EXERCISE AIM: Each line of the data below that carries the word "Ammar" needs to be copied.

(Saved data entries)
=-=-=-=-=

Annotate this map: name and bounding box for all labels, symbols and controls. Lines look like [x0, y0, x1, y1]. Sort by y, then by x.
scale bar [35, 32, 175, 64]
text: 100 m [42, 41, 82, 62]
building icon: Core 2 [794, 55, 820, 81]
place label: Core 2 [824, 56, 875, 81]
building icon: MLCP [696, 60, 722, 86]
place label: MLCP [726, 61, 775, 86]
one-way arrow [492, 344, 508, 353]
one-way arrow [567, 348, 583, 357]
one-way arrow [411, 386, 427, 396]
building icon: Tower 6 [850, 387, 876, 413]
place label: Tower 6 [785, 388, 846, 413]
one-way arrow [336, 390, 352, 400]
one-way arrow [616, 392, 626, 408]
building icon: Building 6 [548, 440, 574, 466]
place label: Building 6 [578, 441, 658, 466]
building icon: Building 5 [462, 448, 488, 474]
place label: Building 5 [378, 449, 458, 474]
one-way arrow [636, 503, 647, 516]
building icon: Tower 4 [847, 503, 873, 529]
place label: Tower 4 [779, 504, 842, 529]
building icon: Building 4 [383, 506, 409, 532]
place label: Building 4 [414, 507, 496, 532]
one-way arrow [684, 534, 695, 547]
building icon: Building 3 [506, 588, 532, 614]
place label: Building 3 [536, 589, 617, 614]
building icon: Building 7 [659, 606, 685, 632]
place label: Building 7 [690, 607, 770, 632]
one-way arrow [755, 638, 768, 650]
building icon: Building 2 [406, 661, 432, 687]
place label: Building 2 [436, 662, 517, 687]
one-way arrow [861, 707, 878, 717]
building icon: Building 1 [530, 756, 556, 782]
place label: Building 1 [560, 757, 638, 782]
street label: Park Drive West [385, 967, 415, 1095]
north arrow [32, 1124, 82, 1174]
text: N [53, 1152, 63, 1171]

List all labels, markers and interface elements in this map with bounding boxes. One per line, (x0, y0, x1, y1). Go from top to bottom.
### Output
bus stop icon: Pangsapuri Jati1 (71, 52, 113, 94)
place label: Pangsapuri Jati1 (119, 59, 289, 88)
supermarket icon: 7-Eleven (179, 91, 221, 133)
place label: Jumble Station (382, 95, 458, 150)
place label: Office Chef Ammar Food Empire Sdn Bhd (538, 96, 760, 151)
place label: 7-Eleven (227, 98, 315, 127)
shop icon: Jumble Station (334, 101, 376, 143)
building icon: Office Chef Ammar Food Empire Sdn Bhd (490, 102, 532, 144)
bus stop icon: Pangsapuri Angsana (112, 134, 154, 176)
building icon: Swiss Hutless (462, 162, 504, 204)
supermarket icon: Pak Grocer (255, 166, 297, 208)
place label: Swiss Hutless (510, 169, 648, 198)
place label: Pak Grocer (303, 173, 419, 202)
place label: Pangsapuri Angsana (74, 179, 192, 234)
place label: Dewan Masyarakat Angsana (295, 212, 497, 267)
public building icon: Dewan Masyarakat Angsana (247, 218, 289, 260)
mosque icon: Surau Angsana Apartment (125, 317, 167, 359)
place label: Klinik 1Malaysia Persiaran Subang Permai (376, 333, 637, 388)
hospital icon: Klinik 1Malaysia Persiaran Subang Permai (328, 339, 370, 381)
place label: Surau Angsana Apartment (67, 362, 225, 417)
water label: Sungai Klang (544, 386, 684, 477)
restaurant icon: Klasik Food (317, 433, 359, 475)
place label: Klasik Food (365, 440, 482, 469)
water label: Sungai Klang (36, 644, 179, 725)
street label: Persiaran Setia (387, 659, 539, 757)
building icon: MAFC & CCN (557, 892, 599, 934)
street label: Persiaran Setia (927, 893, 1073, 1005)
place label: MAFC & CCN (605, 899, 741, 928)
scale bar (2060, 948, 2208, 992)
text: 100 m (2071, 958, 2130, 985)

=-=-=-=-=

WRITTEN SOLUTION:
place label: Office Chef Ammar Food Empire Sdn Bhd (538, 96, 760, 151)
building icon: Office Chef Ammar Food Empire Sdn Bhd (490, 102, 532, 144)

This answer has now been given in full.